Here is the Mann-Whitney U test result based on the normal approximation with the default tie correction:

wilcox.test(c(1, 0, 0, 0, 0, 0, 0, 0, 0, 0),
            c(0, 0, 0, 0, 0, 0, 0, 0, 0, 0),
            alternative = "greater")$p.value
# [1] 0.1840601
# Warning message:
# In wilcox.test.default(c(1, 0, 0, 0, 0, 0, 0, 0, 0, 0), c(0, 0,  :
#   cannot compute exact p-value with ties

The obtained p-value of \(\approx 0.184\) is quite inaccurate. As we can see, the default tie correction is too aggressive: the observed p-value is noticeably less than the expected value of \(\approx 0.264\).

Thus, we have the following picture:

  • If the number of ties is small, the tie correction for the normal approximation doesn’t produce a noticeable result on the p-value.
  • If the number of ties is huge, the tie correction for the normal approximation is highly inaccurate.

Hence, the actual usefulness of the default tie correction is questionable.

Avoiding tie correction

Summarizing the above reasonings, the default tie correction doesn’t work well in some cases. I believe that it is possible to come up with a better tie correction equation that acknowledges not only the total number of tied observations in the same group \(t_k\), but also the exact numbers of tied values in the current group that come from \(\mathbf{x}\) and \(\mathbf{y}\) independently. However, I would like to suggest another approach.
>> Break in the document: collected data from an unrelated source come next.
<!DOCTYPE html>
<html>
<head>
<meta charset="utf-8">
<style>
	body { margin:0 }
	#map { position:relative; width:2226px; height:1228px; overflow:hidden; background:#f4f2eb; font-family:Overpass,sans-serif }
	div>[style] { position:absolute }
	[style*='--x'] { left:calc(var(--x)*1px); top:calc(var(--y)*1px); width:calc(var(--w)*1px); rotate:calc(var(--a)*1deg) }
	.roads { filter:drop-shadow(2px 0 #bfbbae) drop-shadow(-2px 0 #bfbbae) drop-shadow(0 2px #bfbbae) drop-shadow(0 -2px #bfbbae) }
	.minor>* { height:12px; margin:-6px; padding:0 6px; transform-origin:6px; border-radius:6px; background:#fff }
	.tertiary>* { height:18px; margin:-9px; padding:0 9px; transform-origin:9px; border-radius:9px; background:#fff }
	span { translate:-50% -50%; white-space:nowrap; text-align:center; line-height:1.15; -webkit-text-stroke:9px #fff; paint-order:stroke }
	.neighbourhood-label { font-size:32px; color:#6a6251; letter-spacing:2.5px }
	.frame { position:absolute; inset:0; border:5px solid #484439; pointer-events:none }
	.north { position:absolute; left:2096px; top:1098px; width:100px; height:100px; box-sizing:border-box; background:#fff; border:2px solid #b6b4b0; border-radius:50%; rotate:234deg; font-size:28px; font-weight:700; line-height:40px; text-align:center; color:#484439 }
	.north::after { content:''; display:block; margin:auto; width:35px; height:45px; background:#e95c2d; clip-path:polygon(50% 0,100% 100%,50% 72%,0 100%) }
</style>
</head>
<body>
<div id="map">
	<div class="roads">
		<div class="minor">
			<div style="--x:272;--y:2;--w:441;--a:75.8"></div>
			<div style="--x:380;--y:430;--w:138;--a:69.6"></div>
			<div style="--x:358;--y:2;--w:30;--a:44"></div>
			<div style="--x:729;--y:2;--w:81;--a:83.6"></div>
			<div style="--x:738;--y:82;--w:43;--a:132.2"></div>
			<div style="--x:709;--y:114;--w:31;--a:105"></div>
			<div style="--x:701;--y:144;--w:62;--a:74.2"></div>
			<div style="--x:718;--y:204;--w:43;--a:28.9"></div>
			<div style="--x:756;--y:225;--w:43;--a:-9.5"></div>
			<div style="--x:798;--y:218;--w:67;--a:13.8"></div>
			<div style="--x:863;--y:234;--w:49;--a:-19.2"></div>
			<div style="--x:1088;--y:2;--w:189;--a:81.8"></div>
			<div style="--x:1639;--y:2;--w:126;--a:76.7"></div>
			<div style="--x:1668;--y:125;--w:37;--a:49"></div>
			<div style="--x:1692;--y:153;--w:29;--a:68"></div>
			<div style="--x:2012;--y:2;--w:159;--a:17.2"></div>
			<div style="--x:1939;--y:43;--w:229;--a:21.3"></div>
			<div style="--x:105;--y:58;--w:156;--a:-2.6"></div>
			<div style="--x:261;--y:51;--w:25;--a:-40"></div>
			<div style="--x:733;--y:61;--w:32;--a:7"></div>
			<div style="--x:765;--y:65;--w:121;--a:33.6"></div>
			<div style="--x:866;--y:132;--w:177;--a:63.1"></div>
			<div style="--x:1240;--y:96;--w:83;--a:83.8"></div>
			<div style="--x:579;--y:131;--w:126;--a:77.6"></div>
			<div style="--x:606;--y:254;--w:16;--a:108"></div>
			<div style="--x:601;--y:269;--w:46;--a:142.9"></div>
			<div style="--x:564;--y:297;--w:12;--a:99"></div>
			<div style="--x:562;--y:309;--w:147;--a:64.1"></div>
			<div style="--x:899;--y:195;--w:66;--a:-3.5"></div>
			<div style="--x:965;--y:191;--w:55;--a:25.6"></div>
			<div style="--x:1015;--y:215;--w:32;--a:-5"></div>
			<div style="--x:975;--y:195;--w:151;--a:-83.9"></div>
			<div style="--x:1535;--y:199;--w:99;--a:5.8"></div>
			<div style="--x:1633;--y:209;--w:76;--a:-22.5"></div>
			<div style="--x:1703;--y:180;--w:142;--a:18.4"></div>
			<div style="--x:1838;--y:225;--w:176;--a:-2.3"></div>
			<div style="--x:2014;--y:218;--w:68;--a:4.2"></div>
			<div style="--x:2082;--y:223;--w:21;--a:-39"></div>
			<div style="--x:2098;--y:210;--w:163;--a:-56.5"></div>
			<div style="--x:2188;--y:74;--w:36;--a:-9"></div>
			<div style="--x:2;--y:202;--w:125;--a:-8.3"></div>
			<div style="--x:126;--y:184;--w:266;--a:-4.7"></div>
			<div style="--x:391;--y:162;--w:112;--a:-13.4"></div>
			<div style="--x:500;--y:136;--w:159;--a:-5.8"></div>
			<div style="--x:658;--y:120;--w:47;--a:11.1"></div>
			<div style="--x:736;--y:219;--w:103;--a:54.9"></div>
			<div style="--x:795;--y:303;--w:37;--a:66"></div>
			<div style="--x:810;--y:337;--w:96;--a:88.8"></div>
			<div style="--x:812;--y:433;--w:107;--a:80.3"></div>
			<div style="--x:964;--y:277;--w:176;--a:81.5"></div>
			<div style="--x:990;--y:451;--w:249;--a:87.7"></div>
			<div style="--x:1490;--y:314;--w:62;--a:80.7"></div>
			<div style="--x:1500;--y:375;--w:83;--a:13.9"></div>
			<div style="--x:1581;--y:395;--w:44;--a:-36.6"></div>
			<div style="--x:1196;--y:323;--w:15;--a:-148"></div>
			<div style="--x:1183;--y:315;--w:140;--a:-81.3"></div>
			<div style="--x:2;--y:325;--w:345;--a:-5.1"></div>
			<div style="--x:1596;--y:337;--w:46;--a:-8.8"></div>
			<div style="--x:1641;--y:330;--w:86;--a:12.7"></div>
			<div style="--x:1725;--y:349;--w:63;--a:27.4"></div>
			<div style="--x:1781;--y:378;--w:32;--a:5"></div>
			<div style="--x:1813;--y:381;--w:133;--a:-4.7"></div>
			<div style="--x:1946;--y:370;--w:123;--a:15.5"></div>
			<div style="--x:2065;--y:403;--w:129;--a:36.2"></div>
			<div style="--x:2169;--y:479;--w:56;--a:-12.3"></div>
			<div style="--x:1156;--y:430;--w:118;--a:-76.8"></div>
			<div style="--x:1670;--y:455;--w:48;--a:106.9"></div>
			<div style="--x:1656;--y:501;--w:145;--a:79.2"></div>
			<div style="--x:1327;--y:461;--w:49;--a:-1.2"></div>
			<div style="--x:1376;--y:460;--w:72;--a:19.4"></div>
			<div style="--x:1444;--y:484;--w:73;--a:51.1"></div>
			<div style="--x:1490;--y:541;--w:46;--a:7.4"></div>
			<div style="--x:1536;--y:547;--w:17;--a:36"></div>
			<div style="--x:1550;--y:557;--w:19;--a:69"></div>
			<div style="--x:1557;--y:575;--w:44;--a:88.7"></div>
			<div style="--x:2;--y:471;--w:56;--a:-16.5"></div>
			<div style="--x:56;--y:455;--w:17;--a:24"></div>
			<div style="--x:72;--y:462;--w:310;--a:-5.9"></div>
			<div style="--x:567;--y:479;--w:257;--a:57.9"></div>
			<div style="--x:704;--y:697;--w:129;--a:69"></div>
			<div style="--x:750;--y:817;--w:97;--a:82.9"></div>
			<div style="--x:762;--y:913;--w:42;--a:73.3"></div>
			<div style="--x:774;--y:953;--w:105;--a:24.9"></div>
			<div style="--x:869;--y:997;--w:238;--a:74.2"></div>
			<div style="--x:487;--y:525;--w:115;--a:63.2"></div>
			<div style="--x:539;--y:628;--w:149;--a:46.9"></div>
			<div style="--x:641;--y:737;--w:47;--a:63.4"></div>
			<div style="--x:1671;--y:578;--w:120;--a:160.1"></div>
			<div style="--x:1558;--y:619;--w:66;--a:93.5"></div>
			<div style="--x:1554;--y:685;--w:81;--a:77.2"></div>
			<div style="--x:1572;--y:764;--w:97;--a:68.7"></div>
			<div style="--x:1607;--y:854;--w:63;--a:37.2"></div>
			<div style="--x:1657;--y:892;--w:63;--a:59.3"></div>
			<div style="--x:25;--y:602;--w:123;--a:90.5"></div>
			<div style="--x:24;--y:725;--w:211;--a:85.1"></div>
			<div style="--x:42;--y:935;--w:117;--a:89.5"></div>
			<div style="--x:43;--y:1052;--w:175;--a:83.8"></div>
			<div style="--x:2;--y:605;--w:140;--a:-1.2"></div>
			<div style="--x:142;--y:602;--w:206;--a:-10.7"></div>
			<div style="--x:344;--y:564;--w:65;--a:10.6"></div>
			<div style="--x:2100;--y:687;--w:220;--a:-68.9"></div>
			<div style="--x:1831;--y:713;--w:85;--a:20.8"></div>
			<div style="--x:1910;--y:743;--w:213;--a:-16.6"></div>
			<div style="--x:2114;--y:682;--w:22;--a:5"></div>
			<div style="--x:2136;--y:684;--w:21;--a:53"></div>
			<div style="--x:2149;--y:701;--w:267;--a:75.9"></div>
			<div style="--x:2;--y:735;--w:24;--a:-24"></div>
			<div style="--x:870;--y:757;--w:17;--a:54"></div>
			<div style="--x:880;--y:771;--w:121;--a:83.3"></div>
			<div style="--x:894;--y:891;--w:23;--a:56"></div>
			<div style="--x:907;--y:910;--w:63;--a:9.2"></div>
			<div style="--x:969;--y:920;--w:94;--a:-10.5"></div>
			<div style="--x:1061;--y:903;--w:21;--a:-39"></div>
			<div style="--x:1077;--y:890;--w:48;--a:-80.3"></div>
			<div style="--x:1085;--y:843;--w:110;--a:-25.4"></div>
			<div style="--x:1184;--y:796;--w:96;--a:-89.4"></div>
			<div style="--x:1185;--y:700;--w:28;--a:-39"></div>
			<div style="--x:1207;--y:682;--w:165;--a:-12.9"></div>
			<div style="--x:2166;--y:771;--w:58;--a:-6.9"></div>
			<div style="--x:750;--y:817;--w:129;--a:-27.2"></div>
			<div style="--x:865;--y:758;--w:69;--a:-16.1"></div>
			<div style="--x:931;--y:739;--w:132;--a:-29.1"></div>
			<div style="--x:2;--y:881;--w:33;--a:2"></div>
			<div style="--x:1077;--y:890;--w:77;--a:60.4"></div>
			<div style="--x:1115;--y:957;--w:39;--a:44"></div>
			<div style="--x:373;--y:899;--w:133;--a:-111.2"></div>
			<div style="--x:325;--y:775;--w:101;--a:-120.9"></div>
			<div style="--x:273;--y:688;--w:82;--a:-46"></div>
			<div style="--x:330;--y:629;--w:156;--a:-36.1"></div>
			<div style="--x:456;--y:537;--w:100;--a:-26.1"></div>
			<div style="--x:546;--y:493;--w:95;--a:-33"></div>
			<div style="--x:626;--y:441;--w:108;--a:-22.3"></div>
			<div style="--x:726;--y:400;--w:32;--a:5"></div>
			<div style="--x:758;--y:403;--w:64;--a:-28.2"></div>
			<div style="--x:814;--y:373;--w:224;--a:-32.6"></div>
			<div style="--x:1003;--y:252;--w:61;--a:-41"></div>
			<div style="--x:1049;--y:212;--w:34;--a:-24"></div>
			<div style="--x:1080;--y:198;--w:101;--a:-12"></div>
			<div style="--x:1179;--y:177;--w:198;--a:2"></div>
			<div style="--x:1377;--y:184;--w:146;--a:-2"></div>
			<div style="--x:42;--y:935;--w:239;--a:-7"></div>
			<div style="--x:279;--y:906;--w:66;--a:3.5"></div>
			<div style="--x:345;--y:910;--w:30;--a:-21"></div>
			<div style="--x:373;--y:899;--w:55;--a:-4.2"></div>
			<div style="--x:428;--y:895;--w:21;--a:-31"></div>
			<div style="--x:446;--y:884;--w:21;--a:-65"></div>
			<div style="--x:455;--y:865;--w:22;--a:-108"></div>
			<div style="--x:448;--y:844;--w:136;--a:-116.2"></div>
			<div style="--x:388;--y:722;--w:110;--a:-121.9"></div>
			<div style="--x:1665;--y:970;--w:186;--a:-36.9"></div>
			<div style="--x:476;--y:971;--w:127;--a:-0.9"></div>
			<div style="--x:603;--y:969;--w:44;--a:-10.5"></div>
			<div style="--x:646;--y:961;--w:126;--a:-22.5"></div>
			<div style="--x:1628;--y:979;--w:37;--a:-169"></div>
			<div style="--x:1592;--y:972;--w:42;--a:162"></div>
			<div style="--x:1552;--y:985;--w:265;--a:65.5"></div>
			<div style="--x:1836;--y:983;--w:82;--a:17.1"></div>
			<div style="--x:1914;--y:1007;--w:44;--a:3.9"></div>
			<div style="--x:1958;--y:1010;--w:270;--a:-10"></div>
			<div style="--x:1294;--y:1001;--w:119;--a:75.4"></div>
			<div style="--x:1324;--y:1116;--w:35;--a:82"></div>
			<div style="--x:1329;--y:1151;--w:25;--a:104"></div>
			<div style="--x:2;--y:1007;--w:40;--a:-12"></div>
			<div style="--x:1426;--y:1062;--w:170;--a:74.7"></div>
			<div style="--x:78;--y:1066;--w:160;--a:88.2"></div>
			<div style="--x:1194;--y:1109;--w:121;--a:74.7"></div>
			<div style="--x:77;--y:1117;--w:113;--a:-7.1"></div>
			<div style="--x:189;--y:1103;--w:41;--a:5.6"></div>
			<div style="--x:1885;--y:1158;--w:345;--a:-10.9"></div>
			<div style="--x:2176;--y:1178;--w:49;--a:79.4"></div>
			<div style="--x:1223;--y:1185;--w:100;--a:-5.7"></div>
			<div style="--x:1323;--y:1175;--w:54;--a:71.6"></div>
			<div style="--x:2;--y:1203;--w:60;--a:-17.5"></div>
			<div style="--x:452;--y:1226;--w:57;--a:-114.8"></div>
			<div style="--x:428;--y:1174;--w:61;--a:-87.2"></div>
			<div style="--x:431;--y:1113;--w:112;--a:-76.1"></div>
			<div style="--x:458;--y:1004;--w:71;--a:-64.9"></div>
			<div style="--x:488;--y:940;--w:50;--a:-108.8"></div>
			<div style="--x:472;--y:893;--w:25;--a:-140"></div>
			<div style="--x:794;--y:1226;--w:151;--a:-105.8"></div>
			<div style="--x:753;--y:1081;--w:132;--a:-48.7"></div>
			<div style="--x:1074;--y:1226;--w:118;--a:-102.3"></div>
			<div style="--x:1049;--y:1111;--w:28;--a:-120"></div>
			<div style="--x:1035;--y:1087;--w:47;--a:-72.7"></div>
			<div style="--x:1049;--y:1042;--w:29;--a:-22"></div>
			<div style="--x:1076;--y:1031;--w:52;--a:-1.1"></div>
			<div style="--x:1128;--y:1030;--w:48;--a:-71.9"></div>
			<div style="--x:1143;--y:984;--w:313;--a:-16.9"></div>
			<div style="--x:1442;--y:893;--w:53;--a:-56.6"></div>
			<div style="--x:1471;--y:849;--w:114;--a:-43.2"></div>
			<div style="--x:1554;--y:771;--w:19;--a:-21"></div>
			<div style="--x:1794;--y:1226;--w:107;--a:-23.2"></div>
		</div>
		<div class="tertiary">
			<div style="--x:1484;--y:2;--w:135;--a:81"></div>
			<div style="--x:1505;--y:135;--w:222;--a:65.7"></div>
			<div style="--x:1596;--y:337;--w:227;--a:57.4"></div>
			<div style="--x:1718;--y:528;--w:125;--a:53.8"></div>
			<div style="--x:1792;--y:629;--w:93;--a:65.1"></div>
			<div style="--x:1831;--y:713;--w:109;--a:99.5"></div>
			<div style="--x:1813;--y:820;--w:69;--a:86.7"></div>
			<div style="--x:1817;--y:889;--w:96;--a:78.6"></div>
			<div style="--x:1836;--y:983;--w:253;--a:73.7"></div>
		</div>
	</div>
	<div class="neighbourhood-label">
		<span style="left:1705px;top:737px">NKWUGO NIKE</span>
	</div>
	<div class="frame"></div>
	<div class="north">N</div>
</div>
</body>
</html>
The best way to avoid problems with tie correction is to avoid situations in which we should apply the tie correction. I’m not a fan of testing the nil hypothesis that states the difference between distributions is exactly zero. Instead, I advocate using tests that check that the true difference between distributions is larger than a reasonably chosen threshold (so-called practical significance tests, minimum-effect tests, equivalence tests, etc.). With such an approach, we can define the minimum effect size of interest \(\delta\) as half of the resolution interval (or higher if needed). To apply such a test, we should use the classic Mann-Whitney U test for samples \(\mathbf{x}-\delta\) and \(\mathbf{y}\). In this case, the between-sample tied values will be practically impossible. If the underlying distribution is supposed to be continuous, all the within-sample tied values are “false” ties and can be ignored. As a result, no ties correction is needed.

The source code of this post and all the relevant files are available on GitHub.